**WHAT THE EXERCISE ASKS**
Below is a listing. Return the lines from the one that contains "Annotation task. Summarize" to the one that contains "Quick job: Convert", both ends included, verbatim and with no pictures.

**DATA PROVIDED**
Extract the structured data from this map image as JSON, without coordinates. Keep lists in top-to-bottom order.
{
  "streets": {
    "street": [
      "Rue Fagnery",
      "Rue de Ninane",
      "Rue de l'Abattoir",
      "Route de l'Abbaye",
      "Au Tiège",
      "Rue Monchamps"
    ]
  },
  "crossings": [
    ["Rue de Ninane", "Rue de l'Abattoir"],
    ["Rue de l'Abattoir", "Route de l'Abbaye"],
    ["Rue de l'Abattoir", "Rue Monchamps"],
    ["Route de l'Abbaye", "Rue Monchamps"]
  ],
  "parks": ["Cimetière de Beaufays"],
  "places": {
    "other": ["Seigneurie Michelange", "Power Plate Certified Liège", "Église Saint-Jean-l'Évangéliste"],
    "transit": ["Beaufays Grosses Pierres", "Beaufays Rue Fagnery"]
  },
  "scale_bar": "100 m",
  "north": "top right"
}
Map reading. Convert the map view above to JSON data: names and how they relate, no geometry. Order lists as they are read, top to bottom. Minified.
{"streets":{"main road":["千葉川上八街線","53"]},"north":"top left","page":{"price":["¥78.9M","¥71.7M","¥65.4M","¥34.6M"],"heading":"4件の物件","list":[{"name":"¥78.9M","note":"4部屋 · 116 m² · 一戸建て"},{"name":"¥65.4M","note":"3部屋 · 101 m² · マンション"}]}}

==

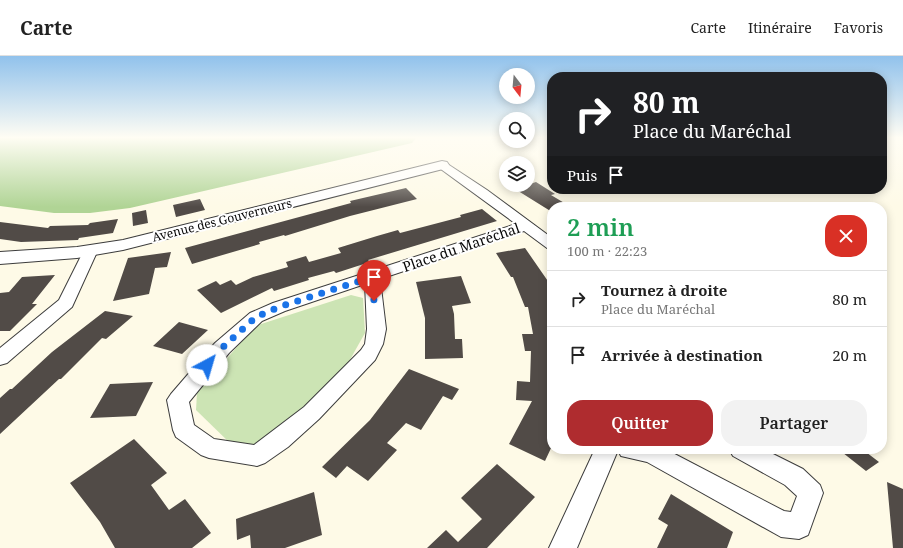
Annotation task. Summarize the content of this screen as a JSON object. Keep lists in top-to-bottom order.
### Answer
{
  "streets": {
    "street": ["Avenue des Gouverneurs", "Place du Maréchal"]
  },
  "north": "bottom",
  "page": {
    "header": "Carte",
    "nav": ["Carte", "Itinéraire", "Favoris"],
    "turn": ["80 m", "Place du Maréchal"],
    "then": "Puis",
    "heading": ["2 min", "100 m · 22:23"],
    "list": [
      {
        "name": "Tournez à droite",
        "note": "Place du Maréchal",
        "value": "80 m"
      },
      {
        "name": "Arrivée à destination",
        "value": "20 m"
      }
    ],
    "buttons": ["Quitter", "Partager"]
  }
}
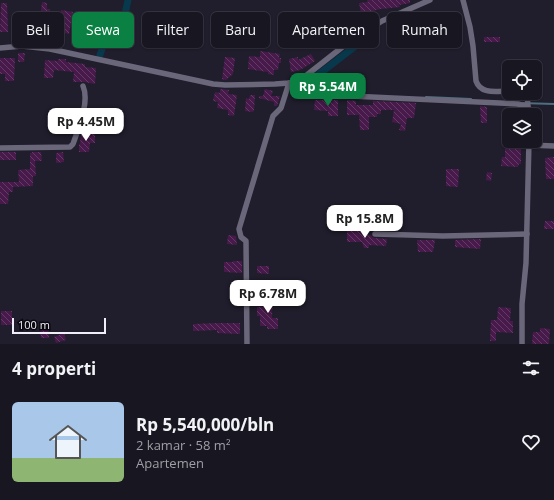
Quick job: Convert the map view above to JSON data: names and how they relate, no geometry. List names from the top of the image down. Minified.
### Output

* * *

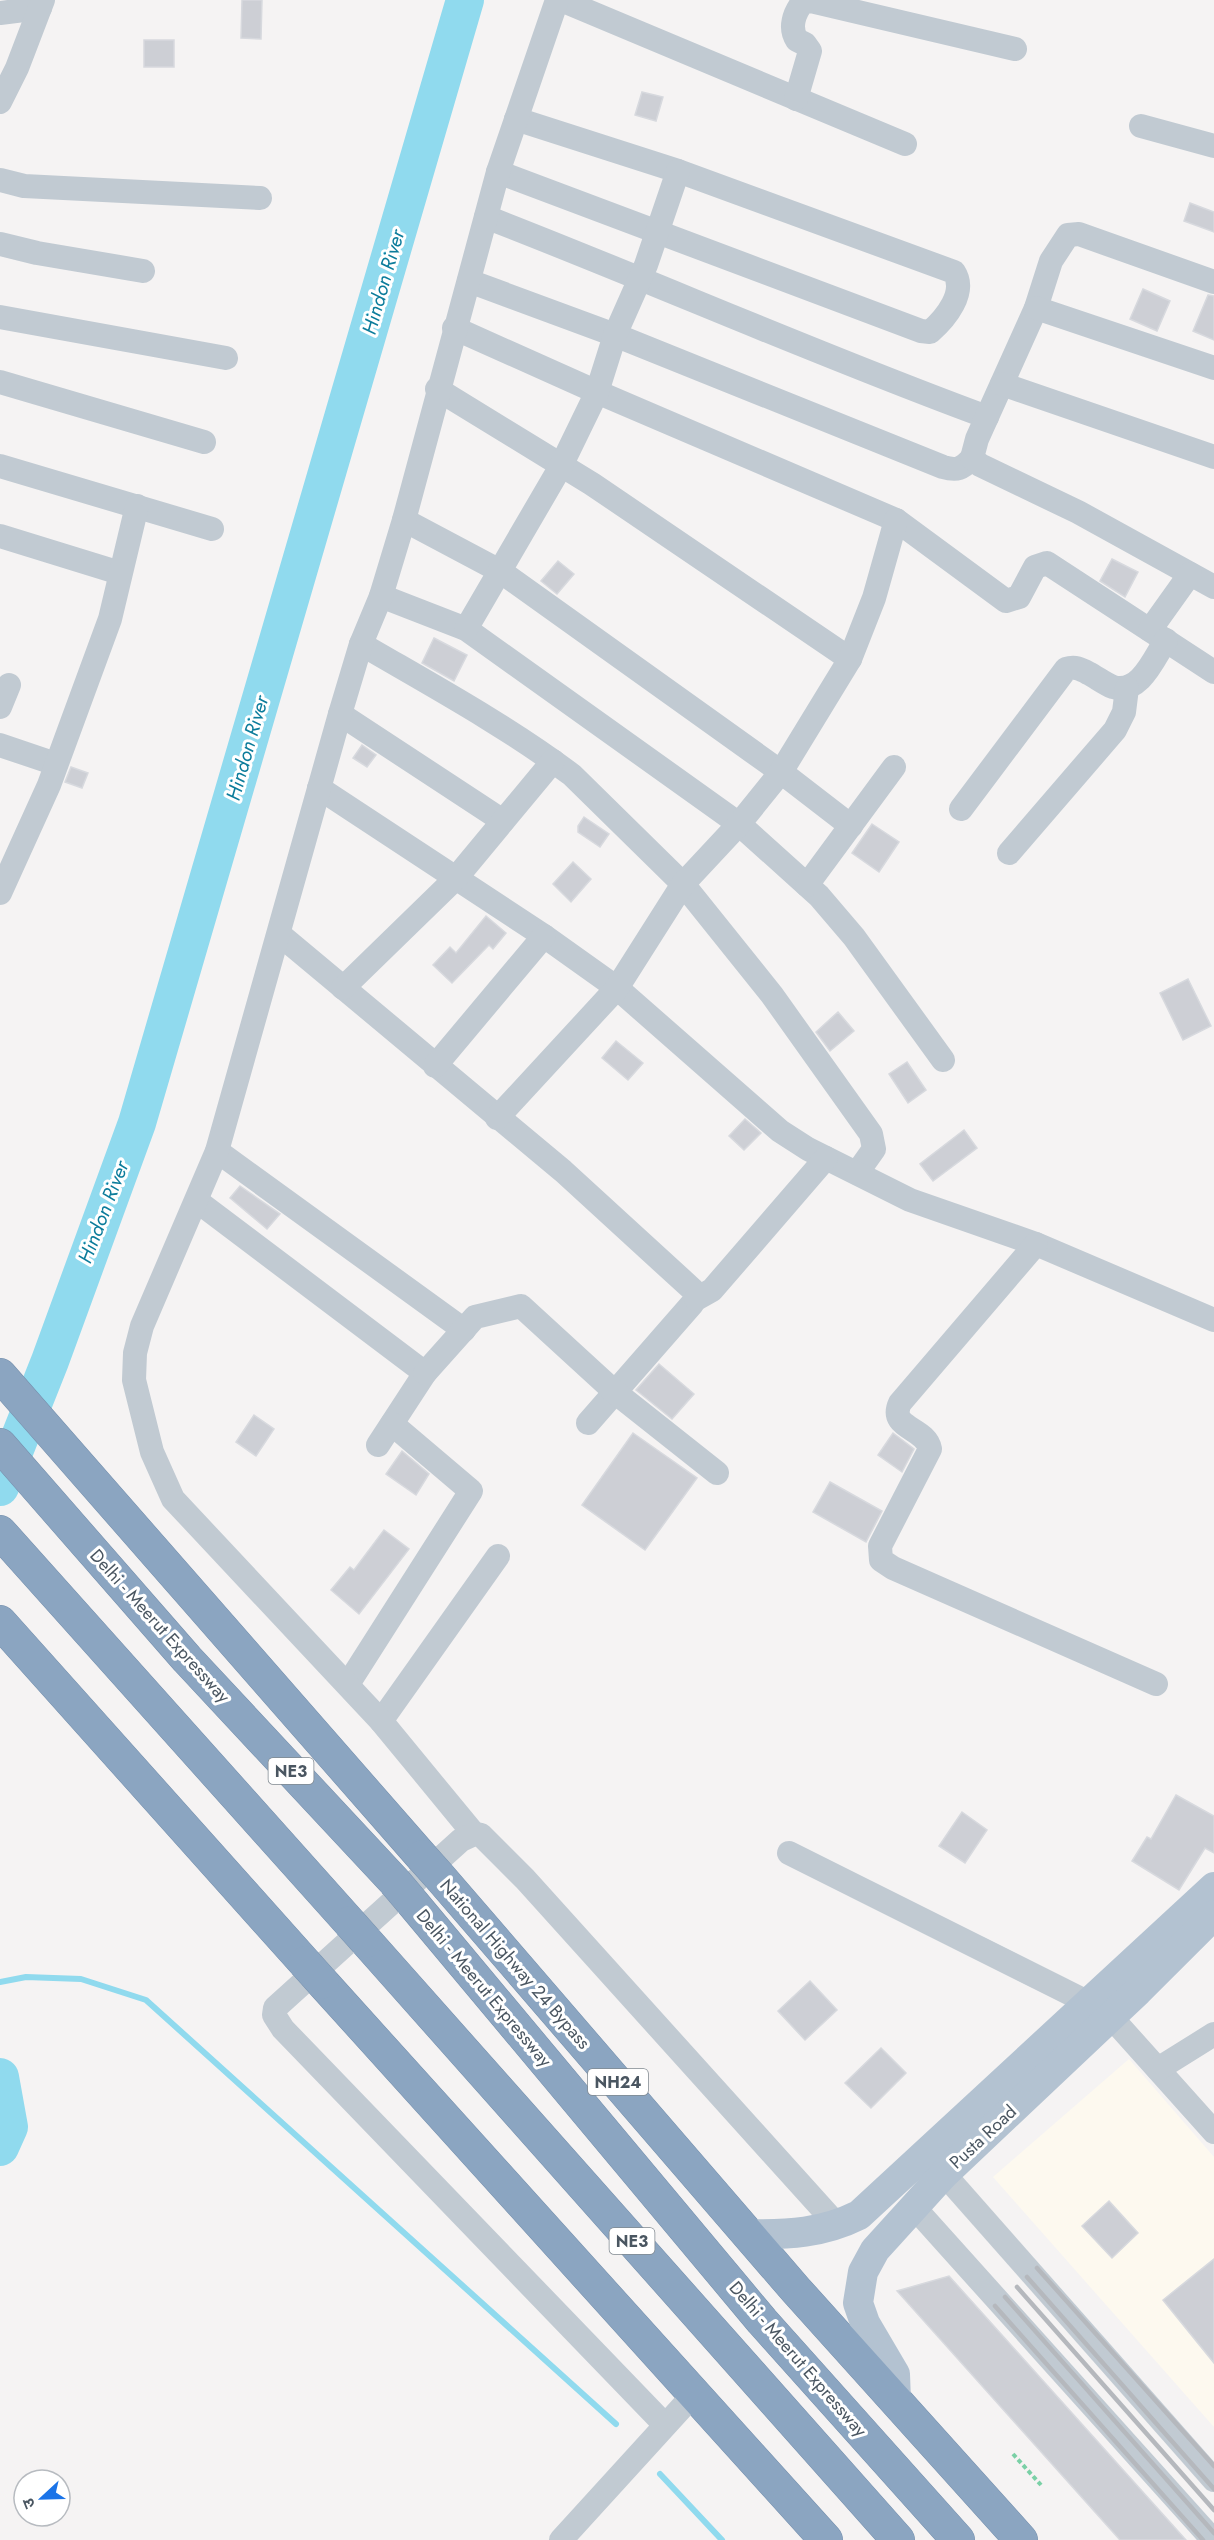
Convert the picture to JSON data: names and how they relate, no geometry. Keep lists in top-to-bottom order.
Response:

**EXERCISE OUTPUT**
Annotation task. Summarize the content of this screen as a JSON object. Keep lists in top-to-bottom order.
### Answer
{
  "streets": {
    "street": ["Avenue des Gouverneurs", "Place du Maréchal"]
  },
  "north": "bottom",
  "page": {
    "header": "Carte",
    "nav": ["Carte", "Itinéraire", "Favoris"],
    "turn": ["80 m", "Place du Maréchal"],
    "then": "Puis",
    "heading": ["2 min", "100 m · 22:23"],
    "list": [
      {
        "name": "Tournez à droite",
        "note": "Place du Maréchal",
        "value": "80 m"
      },
      {
        "name": "Arrivée à destination",
        "value": "20 m"
      }
    ],
    "buttons": ["Quitter", "Partager"]
  }
}
Quick job: Convert the map view above to JSON data: names and how they relate, no geometry. List names from the top of the image down. Minified.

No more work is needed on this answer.